The partial list of missing persons comes as perhaps as many as 1,000 islanders remained unaccounted for, county officials said earlier this week, while pledging an extensive search for victims and a complete investigation into the cause of the fire, which was still smoldering in some areas.
The Olinda fire was 85% contained after burning more than 1,000 acres, as firefighters used a helicopter to drop water on hot spots from the air.
The Kula fire, meanwhile, was 90% contained after consuming about 202 acres, while intermittent flareups frustrated efforts by firefighters to put out the flames.
The Lahaina fire was 90% contained with about 2,170 acres burned, while the Pulehu/Kihei fire was extinguished on Aug. 12.
Also Thursday, Maui County sued Hawaiian Electric Industries Inc. and its subsidiaries, including Maui Electric Co., claiming negligence led to the blaze that caused an estimated $5.5 billion in damage.
Meanwhile, crews sifting through the devastation with cadaver dogs on Thursday wrapped up searches of one-story homes and businesses in Lahaina, and moved to searching multi-story structures that collapsed in the blaze.
In one glimmer of hope, about 1,732 people who were initially reported missing in the aftermath of the inferno have since been located, Maui County officials said Thursday.

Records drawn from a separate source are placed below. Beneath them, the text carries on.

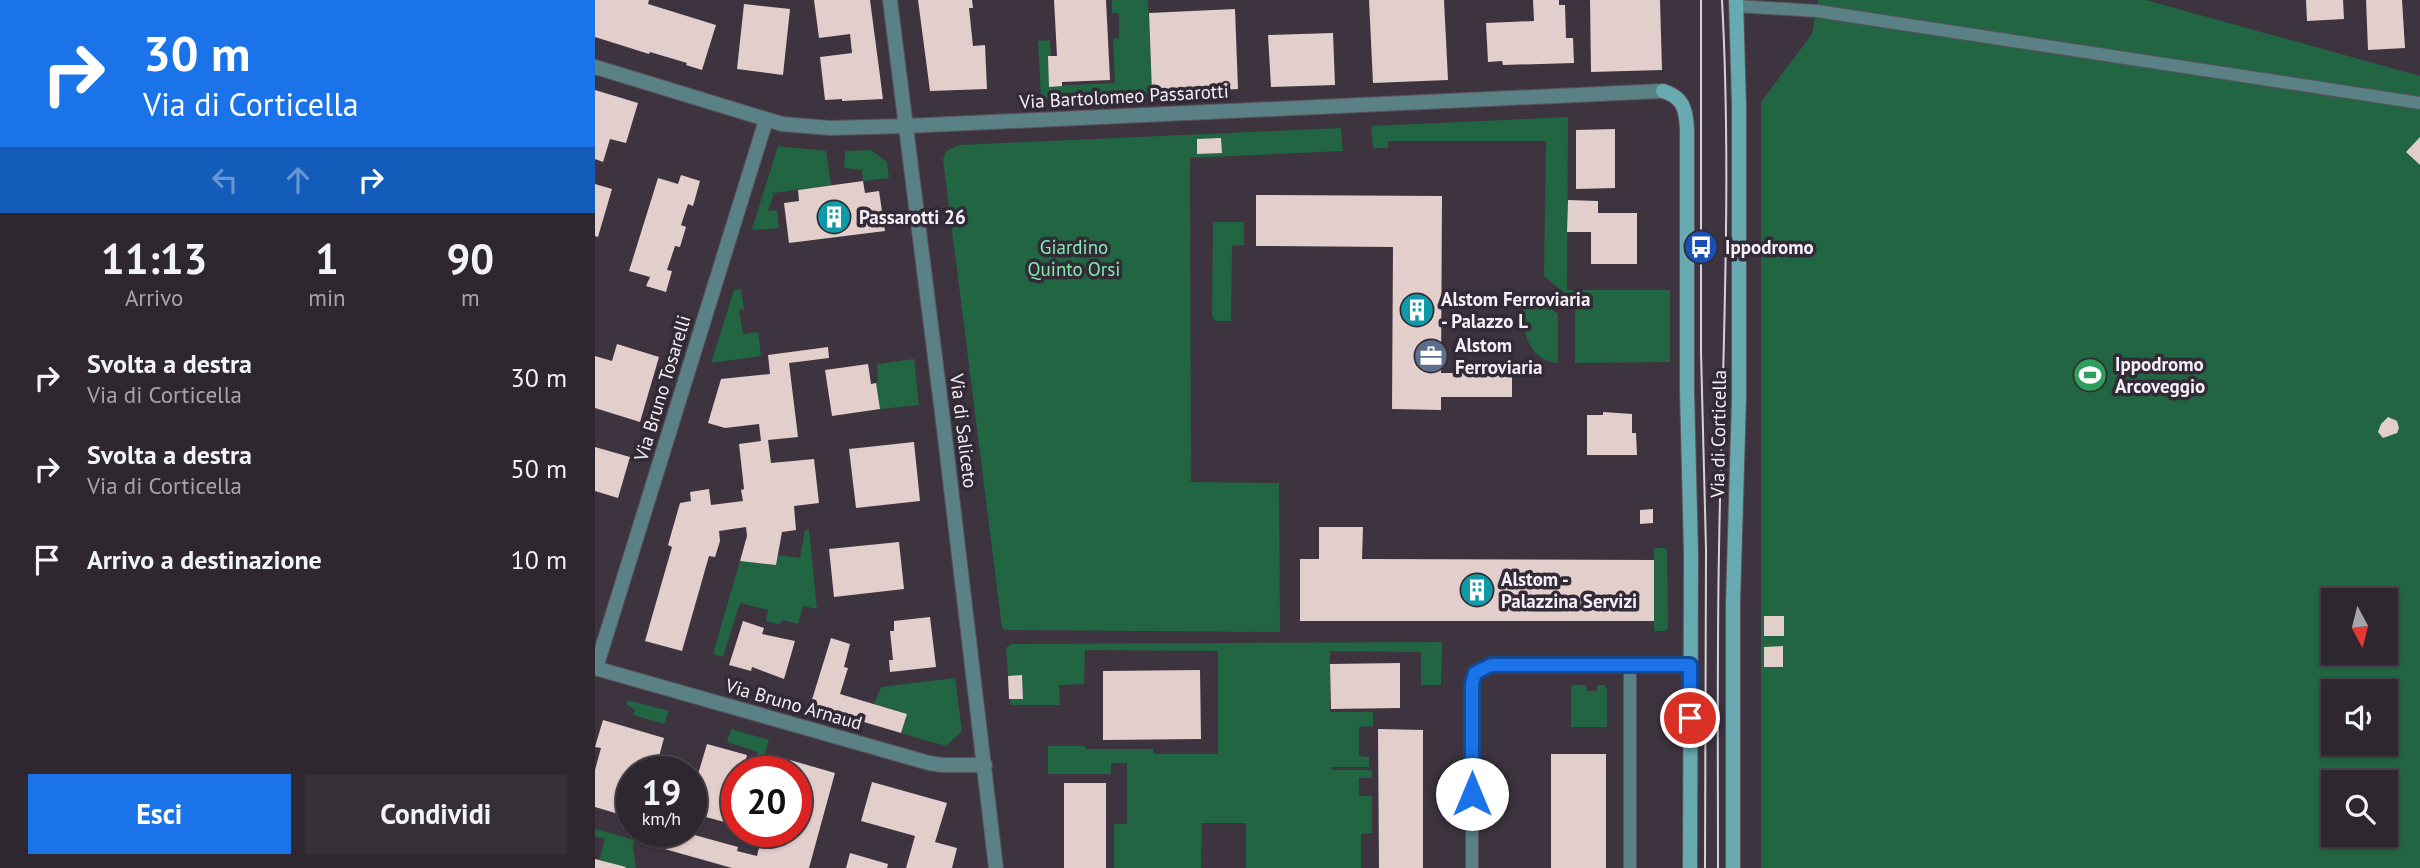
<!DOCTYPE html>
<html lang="it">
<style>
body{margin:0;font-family:"PT Sans",sans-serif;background:#362f38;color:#f1f3f6;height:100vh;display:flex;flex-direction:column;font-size:26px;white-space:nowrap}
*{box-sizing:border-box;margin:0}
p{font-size:23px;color:#a7a5ab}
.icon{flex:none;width:38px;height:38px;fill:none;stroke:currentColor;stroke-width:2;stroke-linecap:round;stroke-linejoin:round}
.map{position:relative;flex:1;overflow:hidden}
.drawer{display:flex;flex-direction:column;background:#2e2730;width:595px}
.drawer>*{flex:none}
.banner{background:#1a73e8;color:#fff;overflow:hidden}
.needle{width:46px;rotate:173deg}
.buttons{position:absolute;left:1726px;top:588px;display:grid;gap:14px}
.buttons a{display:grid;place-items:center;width:77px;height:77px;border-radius:0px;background:#2e2730;box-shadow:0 2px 5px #0004,0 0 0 2px #49444c;font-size:35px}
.speed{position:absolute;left:21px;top:756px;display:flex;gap:14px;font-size:35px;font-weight:700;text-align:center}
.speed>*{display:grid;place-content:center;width:91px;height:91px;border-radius:50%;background:#2e2730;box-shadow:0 2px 5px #0004,0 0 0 2px #49444c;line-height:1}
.speed small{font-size:18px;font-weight:400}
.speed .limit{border:10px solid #d22;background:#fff;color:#111}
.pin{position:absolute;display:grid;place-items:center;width:60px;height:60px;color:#fff;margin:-30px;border:4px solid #fff;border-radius:50%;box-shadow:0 2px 7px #0007}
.me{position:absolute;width:77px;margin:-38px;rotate:0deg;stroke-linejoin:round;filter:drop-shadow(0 0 5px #0008)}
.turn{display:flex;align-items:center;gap:24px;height:147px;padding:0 28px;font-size:32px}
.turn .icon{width:91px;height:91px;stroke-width:2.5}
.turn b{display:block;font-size:49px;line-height:60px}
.lanes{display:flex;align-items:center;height:66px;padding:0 28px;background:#0003;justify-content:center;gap:35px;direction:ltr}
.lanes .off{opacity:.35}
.eta{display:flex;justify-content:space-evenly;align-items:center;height:119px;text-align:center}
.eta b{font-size:42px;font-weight:700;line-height:49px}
.cta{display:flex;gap:14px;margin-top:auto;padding:14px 28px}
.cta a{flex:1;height:80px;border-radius:0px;background:#1a73e8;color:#fff;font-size:28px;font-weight:700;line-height:80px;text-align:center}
.cta a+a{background:#362f38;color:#f1f3f6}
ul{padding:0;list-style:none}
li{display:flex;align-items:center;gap:21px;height:91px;padding:0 28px}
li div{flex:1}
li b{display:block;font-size:26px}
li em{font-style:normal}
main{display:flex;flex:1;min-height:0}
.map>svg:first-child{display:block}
.green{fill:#216542;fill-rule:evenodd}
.building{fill:#e2cecb}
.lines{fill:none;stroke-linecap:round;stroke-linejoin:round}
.service-casing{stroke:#5a525d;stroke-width:14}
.minor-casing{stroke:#5a525d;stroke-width:16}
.secondary-casing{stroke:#5a525d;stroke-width:16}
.service{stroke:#5a8185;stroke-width:12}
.minor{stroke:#5a8185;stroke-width:14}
.secondary{stroke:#69a9b0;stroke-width:14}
.tram{stroke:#d7d0d9;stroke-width:2}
.route-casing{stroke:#114b97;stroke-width:18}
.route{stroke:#1a73e8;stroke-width:12}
.labels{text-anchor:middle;stroke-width:7;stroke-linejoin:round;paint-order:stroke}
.street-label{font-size:19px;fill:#f5eff7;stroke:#322a36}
.poi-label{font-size:19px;font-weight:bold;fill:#f5eff7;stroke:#322a36;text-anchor:start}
.park-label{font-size:19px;fill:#83eab0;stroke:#322a36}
</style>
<main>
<section class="drawer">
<div class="banner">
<div class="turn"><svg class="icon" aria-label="right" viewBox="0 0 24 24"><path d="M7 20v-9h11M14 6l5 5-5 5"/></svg><div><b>30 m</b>Via di Corticella</div></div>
<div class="lanes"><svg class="icon off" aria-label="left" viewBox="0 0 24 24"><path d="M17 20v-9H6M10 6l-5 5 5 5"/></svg><svg class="icon off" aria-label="ahead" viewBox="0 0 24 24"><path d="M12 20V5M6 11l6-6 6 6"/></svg><svg class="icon" aria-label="right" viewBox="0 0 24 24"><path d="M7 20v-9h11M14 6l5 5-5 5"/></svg></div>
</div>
<div class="eta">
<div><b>11:13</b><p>Arrivo</p></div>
<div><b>1</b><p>min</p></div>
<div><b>90</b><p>m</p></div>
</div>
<ul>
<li><svg class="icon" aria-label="right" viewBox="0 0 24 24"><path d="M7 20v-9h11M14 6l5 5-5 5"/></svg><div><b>Svolta a destra</b><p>Via di Corticella</p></div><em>30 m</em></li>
<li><svg class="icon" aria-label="right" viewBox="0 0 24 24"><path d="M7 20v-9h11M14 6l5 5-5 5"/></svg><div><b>Svolta a destra</b><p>Via di Corticella</p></div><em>50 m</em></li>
<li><svg class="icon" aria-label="arrive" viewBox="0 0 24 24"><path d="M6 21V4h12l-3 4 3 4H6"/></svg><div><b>Arrivo a destinazione</b></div><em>10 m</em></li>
</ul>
<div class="cta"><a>Esci</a><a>Condividi</a></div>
</section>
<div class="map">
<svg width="1825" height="868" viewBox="0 0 1825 868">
<rect width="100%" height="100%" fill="#3d3440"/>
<!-- green -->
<path class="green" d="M517,0H553L557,93L446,98L443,41L455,40L456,57H453L455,86L520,83L518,39L524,38V13H517Z
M1223,0H1551L1825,76V868H1166V102L1217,34ZM1738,600H1790V653H1738ZM1738,691H1790V744H1738ZM1738,782H1790V835H1738Z
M973,117L972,290H1075V362L980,363V302L949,276L951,141H793V148H778L776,126Z
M746,128L748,151L595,158L596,482L684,483L685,632L410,630L407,628L348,159L351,151L364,145Z
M183,146L231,151L236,185L179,193L173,211L182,210L184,228L160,230L157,229Z
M276,150L292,162L294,178L268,181L267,170L249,168L250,151Z
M618,222H649V245L637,246L636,321H621L617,316Z
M146,289L149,309L144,310L148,334L163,332L166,356L116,363L139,290Z
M928,304H949L963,314V363C931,359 928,330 928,304Z
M319,359L324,405L285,409L281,383L283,380L282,364Z
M214,529L222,609L208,606L203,624L188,620L184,624L171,621L173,610L145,603L128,657L118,654L145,561L180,565L183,555L205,558L210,530Z
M1059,548H1069L1072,550L1073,628L1070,631H1059Z
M847,642L846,685H826V652L735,651V712H778V726L764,727V756L774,757V767H736V770H777V778H764V796H777V833L766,834V868H651V823H607L606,868H519V824H532V763H516V774H453V746H490V749H558V754H623V651L490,650L489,684L464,685L465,705H416L415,699H428L427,676H413L411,648L416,644Z
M360,678L367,731L351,746L306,733L312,714L279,704L286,687Z
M978,685H991L992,691H1002V685H1009L1012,688V727H976V687Z
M32,700L74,711L69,724L38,715L40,710L32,705Z
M136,729L174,740L165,772H154L155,768H158L163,752L132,742Z
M0,829L40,840L38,846L41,868H30L4,860L10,839L0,836Z"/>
<!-- building -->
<path class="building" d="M0,0H54L53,4L121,25L107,70L91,65L92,63L55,52L54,54L0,37Z
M219,0H275L288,99L247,101V99L230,100L225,57L257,53L255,34L224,38Z
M323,0H377L378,8H374L378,46L390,45L392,89L335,91Z
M459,0H511L515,80L467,82V86L454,87L453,56H462Z
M774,0H849L853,80L778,83Z
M938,0H964V5H970L971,38H978L979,63L908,65L907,61L893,62L891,23L939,21Z
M995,0H1065L1067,70L996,72Z
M1711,0H1748L1749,19L1712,21Z
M1771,0H1807L1810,48L1773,50Z
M149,4L195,9L188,75L142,69Z
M640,9L643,89L557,93L554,13Z
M738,33L740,85L676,87L673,35Z
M0,90L43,103L31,143L15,139L8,162L0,159Z
M1020,129V188L981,189V130Z
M1825,137V165L1811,152Z
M626,138L627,153L602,154V139Z
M86,175L105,181L98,206L93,204L86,225L91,227L85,247L80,246L72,270L77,271L71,292L51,286L55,277L34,271L63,178L83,184Z
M268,181L270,193L284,191L290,231L194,243L189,203L204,201L203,190Z
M0,184L17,189L3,237L0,236Z
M661,195L847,196L846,373H917V397H846V410L797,409L798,247L661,246Z
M973,200L1003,201V213H1042V264H996V232H972Z
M22,344L64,357L45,422L0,408V356L17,361Z
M233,347L234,358L194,363L203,437L173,440L176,463L219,459L224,503L199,506L201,530L187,532L181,565L145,561L152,536L151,527L124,531L125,541L120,557L114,556L87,651L50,641L77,547L73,545L85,503L96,501L95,492L114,489L116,505L148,501L146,490L149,489L144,444L166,441L164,424L130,428L113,423L126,379L175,374L173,355Z
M273,364L276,384L281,383L285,409L237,416L230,370Z
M1008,412L1037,414V433H1041L1042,455H992V415H1008Z
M1793,417L1802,421L1804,428L1802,433L1788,438L1783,432L1786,424Z
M319,442L325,501L261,508L254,449Z
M0,447L35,457L23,498L0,491Z
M1058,509V523L1045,524V510Z
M724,527H768L767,559L1059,560V621H705V559H724Z
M304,542L309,589L239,597L234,549Z
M1169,616H1189V636H1169Z
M335,617L341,667L295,672L294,660H298L295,631H299V621Z
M148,621L169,628L167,634L200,641L189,679L157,667L156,671L134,665Z
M236,638L255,644L249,667L253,668L245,694L312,714L306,733L215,706Z
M1188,646V667H1169V647Z
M805,663V708L736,709L735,664Z
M605,670L606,739L508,740V671Z
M427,675L428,699H414L413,676Z
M8,720L69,738L62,764L58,763L55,772H37V818L0,807V770L6,748L0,747Z
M783,729L828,730V868H784Z
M112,744L152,755L148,772H142V792L133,823L96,813V798Z
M956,754H1011V868H956Z
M188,758L240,773L214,868H137L59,846L63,831H85L143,847L142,851L162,856L168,831H197L205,834L212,809L201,806V772H185Z
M277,782L352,803L340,842L362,848L357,868H311L320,836L266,821Z
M469,783H511V868H469Z
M255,853L293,864L292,868H251Z
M0,859L31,867L30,868H0Z"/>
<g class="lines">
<!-- service casing -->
<g class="service-casing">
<path id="service" d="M1141,6L1222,11L1825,103
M877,868V684C880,669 891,665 904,664L1095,665
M1035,868V664"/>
</g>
<!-- minor casing -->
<g class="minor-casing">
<path id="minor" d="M295,0L349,429L401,868
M0,67L187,124L235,128L311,126L1068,91
M0,668L334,763L347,765H390
M1,668L171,120"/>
</g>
<!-- secondary casing -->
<g class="secondary-casing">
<path id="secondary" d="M1068,91C1088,97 1091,109 1092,129V390L1096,554L1095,868
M1138,868V603L1144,398V105L1141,0"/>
</g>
<!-- service -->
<use href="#service" class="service"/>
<!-- minor -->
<use href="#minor" class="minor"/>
<!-- secondary -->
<use href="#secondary" class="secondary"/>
<!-- tram -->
<path class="tram" d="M1106,0V352L1111,549L1110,868
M1123,868C1123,762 1122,656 1124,550C1127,367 1137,183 1127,0"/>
</g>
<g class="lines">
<!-- route casing -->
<g class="route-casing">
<path id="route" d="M877,794V684L880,673L896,665H1095V718"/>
</g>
<!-- route -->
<use href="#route" class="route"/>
</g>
<!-- icons -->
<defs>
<g id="building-disc" transform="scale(1.75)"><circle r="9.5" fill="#0f9aa8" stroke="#322a36"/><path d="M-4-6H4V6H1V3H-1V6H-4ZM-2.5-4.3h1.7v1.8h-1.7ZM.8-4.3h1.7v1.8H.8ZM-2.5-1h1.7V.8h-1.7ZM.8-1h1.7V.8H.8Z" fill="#fff"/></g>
<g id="bus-disc" transform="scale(1.75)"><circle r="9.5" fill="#1a4fb4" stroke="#322a36"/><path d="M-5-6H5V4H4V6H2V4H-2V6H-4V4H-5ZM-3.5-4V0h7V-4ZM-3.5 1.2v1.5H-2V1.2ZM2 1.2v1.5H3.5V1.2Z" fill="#fff"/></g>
<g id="office-disc" transform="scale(1.75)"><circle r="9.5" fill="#5c6f8a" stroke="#322a36"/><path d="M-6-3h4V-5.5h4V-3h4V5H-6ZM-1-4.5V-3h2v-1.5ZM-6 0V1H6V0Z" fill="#fff"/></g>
<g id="stadium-disc" transform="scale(1.75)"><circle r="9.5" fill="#2e9e5b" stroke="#322a36"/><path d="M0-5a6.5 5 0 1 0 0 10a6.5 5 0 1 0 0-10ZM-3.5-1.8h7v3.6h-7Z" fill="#fff"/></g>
</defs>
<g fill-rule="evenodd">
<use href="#building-disc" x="239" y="217"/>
<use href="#bus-disc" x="1106" y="247"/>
<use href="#building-disc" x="822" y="310"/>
<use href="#office-disc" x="836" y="356"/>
<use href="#stadium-disc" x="1495" y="375"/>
<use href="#building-disc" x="882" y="590"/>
</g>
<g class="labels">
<!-- street labels -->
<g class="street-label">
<text transform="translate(529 96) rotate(-3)" y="7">Via Bartolomeo Passarotti</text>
<text transform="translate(67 388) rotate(-73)" y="7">Via Bruno Tosarelli</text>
<text transform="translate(369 431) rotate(83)" y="7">Via di Saliceto</text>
<text transform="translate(1123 434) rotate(-89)" y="7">Via di Corticella</text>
<text transform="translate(199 704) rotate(16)" y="7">Via Bruno Arnaud</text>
</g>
<!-- poi labels -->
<g class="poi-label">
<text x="264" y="224">Passarotti 26</text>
<text x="1130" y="254">Ippodromo</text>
<text x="846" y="306">Alstom Ferroviaria<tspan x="846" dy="22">- Palazzo L</tspan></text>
<text x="860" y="352">Alstom<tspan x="860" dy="22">Ferroviaria</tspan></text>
<text x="1520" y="371">Ippodromo<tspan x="1520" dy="22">Arcoveggio</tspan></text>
<text x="906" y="586">Alstom -<tspan x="906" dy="22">Palazzina Servizi</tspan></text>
</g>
<!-- park labels -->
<g class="park-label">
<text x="479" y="254">Giardino<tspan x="479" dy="22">Quinto Orsi</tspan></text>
</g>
</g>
</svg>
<div class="buttons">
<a><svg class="needle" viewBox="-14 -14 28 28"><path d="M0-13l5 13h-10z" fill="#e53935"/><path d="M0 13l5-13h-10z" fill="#a7a5ab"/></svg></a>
<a><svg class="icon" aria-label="sound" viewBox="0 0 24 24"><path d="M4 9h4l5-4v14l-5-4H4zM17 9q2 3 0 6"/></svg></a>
<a><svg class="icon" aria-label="search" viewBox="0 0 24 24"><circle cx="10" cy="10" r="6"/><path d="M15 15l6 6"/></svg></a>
</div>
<div class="speed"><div>19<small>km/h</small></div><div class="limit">20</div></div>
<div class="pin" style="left:1095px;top:718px;background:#d93025"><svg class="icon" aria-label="arrive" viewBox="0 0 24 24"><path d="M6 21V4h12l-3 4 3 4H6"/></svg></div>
<svg class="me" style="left:877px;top:794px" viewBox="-20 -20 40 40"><circle r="19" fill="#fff"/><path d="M0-13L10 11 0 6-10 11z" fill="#1a73e8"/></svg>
</div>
</main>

Emergency officials acknowledged that some people on the list likely perished in the flames, but they also remained hopeful that many were still alive and just hadn't checked in yet with family and recovery teams.
"We're releasing this list of 388 names because we know it will help the investigation," Maui Police Chief John Pelletier said in a video message posted online Thursday. "We're also balancing that because we know when this list comes out, it can and will cause pain for some folks."
The Maui Police Department called on the public to come forward with information if a person named on the list was known to be alive and safe, and to alert authorities to those who remain missing but whose names were not listed.
The list was posted online at www.mauinuistrong.info/unaccountedfor.